§ **Exercise goal**: The word "controls" may appear in lines of the data below. Say how many lines hold it, giving only the number.

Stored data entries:
* * * *

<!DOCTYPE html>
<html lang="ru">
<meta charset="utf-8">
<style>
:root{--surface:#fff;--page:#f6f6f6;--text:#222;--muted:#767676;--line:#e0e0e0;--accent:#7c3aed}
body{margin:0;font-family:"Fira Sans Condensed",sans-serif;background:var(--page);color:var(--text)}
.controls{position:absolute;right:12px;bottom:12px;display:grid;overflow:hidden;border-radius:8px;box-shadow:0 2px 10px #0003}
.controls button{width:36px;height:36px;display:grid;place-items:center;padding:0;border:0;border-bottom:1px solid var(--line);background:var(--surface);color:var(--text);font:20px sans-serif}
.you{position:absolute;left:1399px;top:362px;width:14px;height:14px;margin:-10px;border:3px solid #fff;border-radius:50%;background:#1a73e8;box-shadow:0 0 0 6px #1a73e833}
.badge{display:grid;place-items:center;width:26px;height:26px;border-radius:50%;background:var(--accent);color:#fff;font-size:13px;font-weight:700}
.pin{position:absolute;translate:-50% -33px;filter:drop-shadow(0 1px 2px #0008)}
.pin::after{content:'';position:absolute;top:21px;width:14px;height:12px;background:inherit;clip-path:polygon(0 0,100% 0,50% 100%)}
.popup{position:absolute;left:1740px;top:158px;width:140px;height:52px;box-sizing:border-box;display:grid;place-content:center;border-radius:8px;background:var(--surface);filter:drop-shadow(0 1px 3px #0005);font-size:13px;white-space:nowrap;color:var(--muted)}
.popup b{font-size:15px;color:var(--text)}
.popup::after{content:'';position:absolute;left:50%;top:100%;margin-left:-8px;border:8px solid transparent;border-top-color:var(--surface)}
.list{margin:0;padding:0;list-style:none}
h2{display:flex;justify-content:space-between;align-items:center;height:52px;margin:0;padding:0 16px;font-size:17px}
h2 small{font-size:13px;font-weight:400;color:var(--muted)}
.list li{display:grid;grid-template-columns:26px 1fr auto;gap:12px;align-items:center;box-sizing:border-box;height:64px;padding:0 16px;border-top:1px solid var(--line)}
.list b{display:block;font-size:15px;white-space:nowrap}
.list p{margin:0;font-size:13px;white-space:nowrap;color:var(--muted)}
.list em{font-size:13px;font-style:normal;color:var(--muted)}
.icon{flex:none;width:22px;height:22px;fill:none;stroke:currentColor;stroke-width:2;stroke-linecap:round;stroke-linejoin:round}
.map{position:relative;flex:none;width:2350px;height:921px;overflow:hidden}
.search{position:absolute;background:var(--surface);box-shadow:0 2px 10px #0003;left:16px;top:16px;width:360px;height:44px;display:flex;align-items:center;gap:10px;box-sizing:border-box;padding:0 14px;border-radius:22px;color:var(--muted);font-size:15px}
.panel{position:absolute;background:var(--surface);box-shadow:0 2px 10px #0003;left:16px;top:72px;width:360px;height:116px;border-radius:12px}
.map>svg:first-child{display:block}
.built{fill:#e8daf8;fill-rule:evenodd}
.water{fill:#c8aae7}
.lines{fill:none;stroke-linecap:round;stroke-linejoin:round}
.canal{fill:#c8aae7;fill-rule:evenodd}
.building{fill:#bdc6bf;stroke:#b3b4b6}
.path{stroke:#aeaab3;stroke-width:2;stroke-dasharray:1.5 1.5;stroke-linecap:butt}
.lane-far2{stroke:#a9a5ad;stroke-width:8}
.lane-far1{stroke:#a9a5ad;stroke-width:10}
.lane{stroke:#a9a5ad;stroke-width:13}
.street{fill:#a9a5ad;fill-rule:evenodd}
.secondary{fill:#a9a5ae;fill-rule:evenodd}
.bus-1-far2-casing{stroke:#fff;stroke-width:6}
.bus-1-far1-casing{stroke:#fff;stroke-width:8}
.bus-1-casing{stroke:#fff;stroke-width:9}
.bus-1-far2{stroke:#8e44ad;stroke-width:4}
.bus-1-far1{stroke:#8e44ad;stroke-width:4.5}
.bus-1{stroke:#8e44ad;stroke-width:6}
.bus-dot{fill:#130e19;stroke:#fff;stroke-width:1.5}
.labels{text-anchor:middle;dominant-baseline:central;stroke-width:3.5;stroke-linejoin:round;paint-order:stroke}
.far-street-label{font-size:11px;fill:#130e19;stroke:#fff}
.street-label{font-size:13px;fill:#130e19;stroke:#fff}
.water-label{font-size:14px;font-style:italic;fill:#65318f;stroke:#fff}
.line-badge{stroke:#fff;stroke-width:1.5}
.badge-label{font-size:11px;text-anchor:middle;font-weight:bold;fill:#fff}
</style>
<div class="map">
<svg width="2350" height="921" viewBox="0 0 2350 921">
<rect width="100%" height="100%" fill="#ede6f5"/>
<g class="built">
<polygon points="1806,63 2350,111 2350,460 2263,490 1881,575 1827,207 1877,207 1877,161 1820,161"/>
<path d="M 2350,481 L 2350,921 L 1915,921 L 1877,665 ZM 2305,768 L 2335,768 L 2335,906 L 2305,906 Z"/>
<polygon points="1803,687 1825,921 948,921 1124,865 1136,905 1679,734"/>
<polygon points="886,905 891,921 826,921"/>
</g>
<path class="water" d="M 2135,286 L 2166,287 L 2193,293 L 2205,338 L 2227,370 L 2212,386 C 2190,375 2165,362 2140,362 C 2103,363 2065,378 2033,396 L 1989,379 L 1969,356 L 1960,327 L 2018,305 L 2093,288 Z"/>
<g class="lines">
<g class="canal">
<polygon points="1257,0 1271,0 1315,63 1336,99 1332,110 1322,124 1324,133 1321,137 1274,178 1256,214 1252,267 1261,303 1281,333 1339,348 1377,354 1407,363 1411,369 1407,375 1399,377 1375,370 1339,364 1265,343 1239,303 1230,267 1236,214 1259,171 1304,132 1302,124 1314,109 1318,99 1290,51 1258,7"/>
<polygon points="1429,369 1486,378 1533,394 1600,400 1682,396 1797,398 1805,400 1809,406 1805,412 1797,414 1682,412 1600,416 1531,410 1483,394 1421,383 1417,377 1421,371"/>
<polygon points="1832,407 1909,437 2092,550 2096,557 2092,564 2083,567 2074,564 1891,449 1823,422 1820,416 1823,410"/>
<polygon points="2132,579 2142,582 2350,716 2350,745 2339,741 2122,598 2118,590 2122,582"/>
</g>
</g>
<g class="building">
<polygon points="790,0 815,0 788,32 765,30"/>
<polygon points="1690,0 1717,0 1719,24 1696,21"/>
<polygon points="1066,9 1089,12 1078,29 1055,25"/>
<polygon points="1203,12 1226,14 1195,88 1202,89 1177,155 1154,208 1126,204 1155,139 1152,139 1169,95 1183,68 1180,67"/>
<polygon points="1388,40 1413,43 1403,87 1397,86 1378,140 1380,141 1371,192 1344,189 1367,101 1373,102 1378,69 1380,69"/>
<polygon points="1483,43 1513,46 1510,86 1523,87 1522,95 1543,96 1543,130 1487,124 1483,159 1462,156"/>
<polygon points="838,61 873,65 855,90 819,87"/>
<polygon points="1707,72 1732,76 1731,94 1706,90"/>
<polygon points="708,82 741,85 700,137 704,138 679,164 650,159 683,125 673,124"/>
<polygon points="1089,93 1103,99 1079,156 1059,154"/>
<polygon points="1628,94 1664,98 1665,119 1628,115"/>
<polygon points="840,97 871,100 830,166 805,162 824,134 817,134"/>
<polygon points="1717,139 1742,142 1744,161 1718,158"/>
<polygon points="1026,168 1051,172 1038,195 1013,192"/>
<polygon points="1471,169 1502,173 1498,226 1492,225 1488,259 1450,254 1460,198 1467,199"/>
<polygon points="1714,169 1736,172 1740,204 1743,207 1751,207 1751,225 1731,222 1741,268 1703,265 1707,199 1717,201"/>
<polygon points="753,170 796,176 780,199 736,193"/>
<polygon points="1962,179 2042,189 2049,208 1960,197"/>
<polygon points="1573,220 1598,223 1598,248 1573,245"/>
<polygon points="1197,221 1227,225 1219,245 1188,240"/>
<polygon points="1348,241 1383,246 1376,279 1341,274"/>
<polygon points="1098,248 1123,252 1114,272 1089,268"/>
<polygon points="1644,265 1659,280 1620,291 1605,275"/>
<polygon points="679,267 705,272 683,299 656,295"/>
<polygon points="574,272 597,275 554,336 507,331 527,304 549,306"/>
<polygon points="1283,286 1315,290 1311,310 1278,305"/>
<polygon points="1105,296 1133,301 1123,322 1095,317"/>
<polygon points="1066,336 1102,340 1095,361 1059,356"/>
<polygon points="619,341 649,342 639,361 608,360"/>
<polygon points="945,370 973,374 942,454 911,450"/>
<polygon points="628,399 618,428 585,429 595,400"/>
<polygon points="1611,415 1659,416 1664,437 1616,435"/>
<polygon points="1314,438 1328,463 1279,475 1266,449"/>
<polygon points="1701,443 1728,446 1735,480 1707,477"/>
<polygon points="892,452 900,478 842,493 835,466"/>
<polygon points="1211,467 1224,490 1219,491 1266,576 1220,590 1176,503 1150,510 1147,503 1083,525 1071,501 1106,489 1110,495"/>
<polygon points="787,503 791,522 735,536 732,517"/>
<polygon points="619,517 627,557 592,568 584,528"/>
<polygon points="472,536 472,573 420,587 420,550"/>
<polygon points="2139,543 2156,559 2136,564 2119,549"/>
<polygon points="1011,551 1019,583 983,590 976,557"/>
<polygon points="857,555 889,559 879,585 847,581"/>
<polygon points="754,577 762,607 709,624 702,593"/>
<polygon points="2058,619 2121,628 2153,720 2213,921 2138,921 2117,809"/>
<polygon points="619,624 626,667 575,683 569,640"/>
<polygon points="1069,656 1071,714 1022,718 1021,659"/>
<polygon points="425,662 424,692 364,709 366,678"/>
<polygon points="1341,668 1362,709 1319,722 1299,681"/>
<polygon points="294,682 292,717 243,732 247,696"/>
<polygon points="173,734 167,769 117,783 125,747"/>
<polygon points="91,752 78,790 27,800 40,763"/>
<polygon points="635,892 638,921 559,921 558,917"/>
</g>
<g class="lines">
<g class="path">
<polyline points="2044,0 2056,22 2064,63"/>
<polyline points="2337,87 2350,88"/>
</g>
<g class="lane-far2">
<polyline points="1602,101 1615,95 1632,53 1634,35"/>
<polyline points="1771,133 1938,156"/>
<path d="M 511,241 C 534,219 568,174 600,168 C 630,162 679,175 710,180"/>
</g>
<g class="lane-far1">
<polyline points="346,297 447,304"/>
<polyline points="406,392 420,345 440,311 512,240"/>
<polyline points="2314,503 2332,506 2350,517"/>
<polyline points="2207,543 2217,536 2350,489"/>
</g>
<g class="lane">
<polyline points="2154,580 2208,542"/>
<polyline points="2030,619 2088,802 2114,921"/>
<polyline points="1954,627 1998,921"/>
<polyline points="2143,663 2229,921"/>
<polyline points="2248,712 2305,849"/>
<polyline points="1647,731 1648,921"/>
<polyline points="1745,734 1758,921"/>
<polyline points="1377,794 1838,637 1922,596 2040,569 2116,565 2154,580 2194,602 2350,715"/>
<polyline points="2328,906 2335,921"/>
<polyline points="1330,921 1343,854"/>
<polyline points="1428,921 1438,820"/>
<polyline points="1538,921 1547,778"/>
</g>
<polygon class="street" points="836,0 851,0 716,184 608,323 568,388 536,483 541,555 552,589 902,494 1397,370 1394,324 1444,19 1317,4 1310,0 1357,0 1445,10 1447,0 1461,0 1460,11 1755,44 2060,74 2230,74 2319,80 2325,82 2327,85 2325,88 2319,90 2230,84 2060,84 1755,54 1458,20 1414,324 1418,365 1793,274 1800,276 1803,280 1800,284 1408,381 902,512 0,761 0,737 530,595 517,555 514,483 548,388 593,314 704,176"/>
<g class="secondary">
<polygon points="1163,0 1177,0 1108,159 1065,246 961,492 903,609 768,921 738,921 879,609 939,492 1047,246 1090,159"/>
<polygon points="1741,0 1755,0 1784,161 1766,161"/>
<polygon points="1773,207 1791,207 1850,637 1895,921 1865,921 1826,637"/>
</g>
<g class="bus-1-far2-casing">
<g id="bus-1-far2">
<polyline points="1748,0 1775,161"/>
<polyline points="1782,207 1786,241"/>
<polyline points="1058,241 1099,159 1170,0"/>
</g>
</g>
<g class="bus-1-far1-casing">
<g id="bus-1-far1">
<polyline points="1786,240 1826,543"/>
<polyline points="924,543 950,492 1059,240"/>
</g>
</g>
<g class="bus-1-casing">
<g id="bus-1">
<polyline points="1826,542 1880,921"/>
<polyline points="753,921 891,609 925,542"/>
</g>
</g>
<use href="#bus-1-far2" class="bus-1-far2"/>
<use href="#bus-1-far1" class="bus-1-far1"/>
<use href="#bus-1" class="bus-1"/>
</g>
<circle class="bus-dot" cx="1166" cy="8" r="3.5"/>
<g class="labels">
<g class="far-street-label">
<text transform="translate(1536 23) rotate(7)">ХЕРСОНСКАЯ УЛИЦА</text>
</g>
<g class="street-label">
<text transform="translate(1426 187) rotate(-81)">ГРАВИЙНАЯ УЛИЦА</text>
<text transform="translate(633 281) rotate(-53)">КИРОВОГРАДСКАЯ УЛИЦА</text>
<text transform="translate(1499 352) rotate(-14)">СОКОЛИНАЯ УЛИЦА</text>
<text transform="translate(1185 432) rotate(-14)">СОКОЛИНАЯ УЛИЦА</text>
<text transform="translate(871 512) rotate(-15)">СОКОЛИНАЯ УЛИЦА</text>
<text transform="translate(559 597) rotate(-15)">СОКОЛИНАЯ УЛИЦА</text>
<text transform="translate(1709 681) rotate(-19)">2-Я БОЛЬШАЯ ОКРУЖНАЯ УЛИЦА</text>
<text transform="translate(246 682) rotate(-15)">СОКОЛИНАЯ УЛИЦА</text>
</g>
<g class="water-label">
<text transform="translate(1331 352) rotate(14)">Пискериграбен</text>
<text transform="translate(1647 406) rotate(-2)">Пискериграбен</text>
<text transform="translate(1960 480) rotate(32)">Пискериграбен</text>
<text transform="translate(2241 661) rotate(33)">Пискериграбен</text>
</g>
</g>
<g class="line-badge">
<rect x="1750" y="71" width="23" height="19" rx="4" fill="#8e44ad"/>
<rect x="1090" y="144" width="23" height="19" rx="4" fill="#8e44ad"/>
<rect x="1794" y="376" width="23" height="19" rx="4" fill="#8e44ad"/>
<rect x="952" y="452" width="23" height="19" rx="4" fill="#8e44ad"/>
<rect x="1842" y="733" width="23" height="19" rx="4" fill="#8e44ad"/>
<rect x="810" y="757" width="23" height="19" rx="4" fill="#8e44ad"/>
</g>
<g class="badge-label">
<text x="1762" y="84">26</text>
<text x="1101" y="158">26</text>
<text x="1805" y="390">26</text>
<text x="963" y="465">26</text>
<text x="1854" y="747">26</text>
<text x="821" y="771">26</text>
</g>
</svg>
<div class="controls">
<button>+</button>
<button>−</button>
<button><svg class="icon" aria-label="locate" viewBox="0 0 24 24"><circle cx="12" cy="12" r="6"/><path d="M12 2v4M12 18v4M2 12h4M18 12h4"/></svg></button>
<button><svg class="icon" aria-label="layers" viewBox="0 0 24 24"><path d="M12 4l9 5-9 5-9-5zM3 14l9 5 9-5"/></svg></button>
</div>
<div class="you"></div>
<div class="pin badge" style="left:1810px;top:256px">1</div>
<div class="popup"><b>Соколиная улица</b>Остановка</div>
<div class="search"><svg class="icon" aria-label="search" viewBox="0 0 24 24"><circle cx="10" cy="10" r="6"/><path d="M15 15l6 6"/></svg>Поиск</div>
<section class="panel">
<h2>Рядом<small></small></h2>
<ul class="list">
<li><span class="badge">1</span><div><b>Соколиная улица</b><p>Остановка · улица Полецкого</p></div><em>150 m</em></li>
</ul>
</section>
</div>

* * * *

§ **Response to this exercise**: 3